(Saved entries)
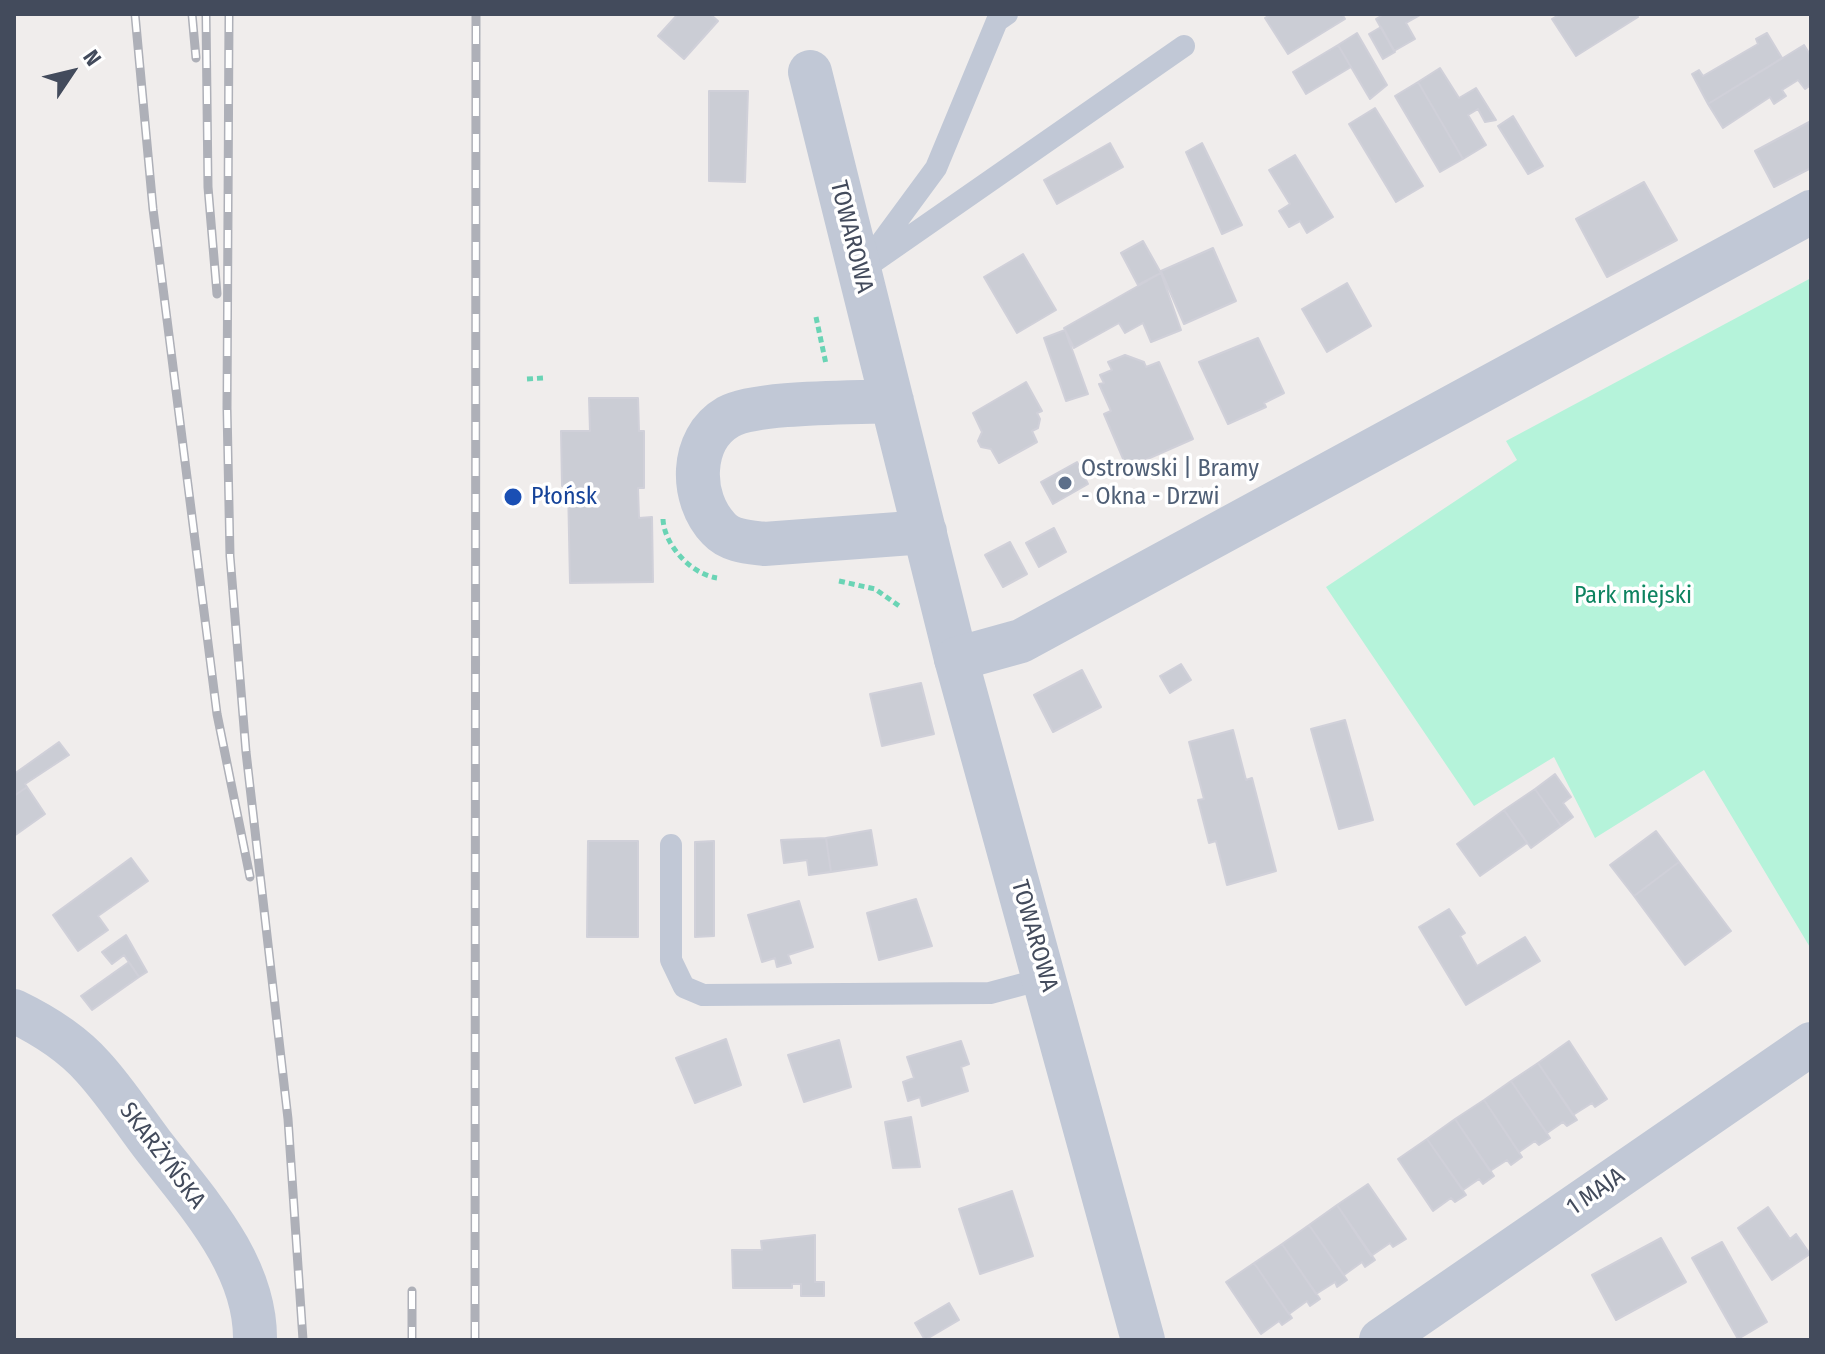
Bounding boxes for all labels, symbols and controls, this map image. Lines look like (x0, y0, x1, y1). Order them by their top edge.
north arrow (32, 32, 112, 112)
text: N (77, 45, 107, 71)
street label: TOWAROWA (823, 178, 879, 296)
place label: Ostrowski | Bramy - Okna - Drzwi (1081, 455, 1259, 511)
marker: Ostrowski | Bramy - Okna - Drzwi (1056, 474, 1074, 492)
place label: Płońsk (531, 483, 597, 511)
marker: Płońsk (502, 486, 524, 508)
park label: Park miejski (1574, 582, 1692, 610)
street label: TOWAROWA (1004, 877, 1064, 995)
street label: SKARŻYŃSKA (113, 1097, 211, 1215)
street label: 1 MAJA (1562, 1162, 1630, 1222)

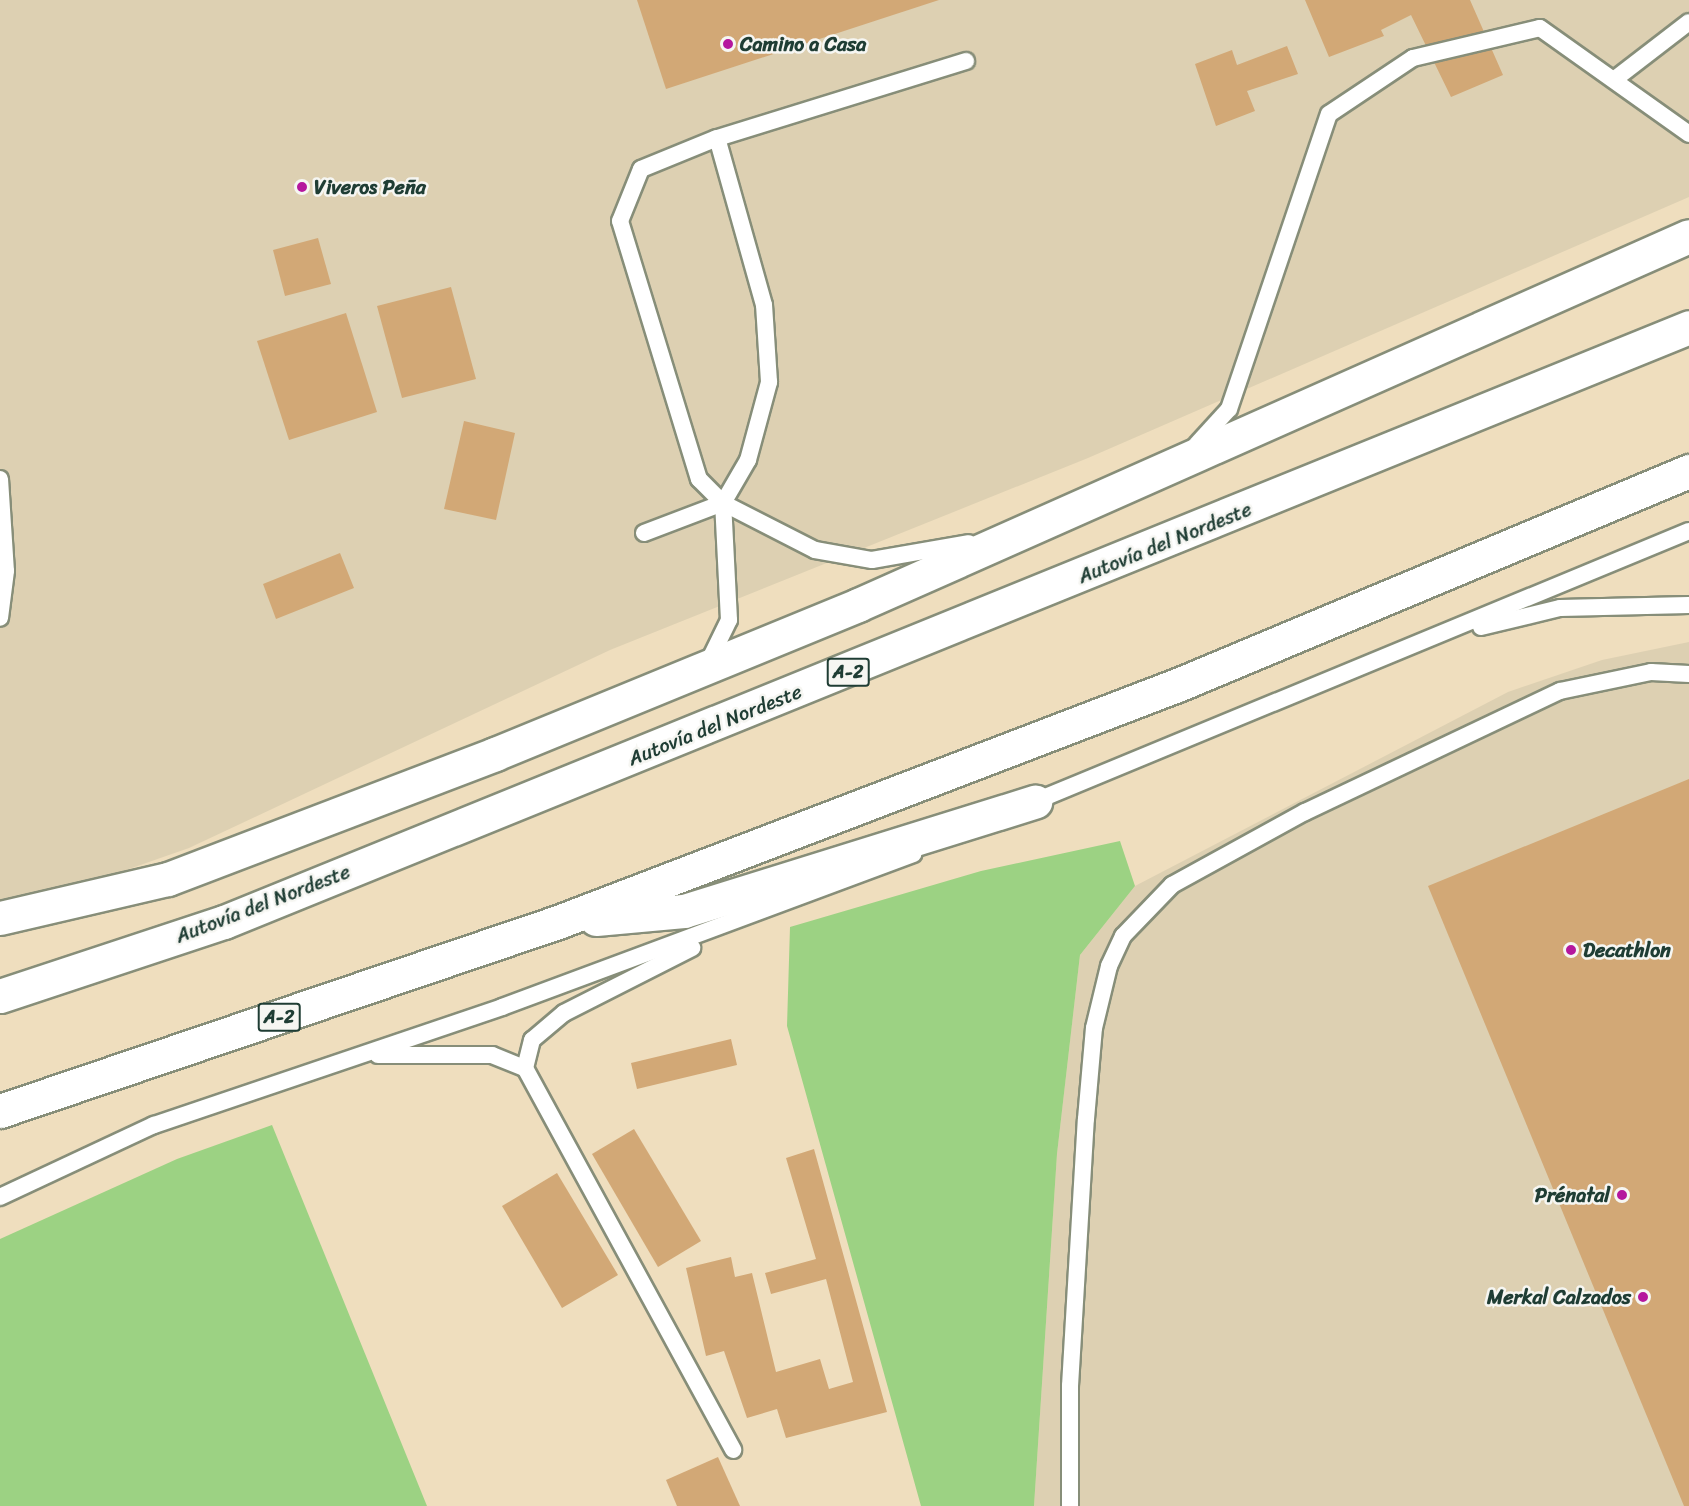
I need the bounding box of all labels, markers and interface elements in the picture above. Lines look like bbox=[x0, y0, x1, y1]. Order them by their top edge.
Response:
place label: Camino a Casa bbox=[740, 32, 866, 56]
marker: Camino a Casa bbox=[721, 37, 735, 51]
place label: Viveros Peña bbox=[314, 175, 426, 199]
marker: Viveros Peña bbox=[295, 180, 309, 194]
street label: Autovía del Nordeste bbox=[1075, 497, 1255, 589]
road number: A-2 bbox=[826, 657, 870, 687]
street label: Autovía del Nordeste bbox=[625, 679, 805, 771]
street label: Autovía del Nordeste bbox=[173, 860, 353, 948]
place label: Decathlon bbox=[1583, 938, 1671, 962]
marker: Decathlon bbox=[1564, 943, 1578, 957]
road number: A-2 bbox=[256, 1002, 302, 1032]
place label: Prénatal bbox=[1535, 1183, 1610, 1207]
marker: Prénatal bbox=[1615, 1188, 1629, 1202]
place label: Merkal Calzados bbox=[1487, 1285, 1631, 1309]
marker: Merkal Calzados bbox=[1636, 1290, 1650, 1304]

**Work instruction**
The records above are to be repeated word for word, with the pictures omitted.

**Answer to this exercise**
Bounding boxes for all labels, symbols and controls, this map image. Lines look like (x0, y0, x1, y1). Order them by their top edge.
north arrow (32, 32, 112, 112)
text: N (77, 45, 107, 71)
street label: TOWAROWA (823, 178, 879, 296)
place label: Ostrowski | Bramy - Okna - Drzwi (1081, 455, 1259, 511)
marker: Ostrowski | Bramy - Okna - Drzwi (1056, 474, 1074, 492)
place label: Płońsk (531, 483, 597, 511)
marker: Płońsk (502, 486, 524, 508)
park label: Park miejski (1574, 582, 1692, 610)
street label: TOWAROWA (1004, 877, 1064, 995)
street label: SKARŻYŃSKA (113, 1097, 211, 1215)
street label: 1 MAJA (1562, 1162, 1630, 1222)

I need the bounding box of all labels, markers and interface elements in the picture above. Lines look like bbox=[x0, y0, x1, y1]. Order them by their top edge.
Response:
place label: Camino a Casa bbox=[740, 32, 866, 56]
marker: Camino a Casa bbox=[721, 37, 735, 51]
place label: Viveros Peña bbox=[314, 175, 426, 199]
marker: Viveros Peña bbox=[295, 180, 309, 194]
street label: Autovía del Nordeste bbox=[1075, 497, 1255, 589]
road number: A-2 bbox=[826, 657, 870, 687]
street label: Autovía del Nordeste bbox=[625, 679, 805, 771]
street label: Autovía del Nordeste bbox=[173, 860, 353, 948]
place label: Decathlon bbox=[1583, 938, 1671, 962]
marker: Decathlon bbox=[1564, 943, 1578, 957]
road number: A-2 bbox=[256, 1002, 302, 1032]
place label: Prénatal bbox=[1535, 1183, 1610, 1207]
marker: Prénatal bbox=[1615, 1188, 1629, 1202]
place label: Merkal Calzados bbox=[1487, 1285, 1631, 1309]
marker: Merkal Calzados bbox=[1636, 1290, 1650, 1304]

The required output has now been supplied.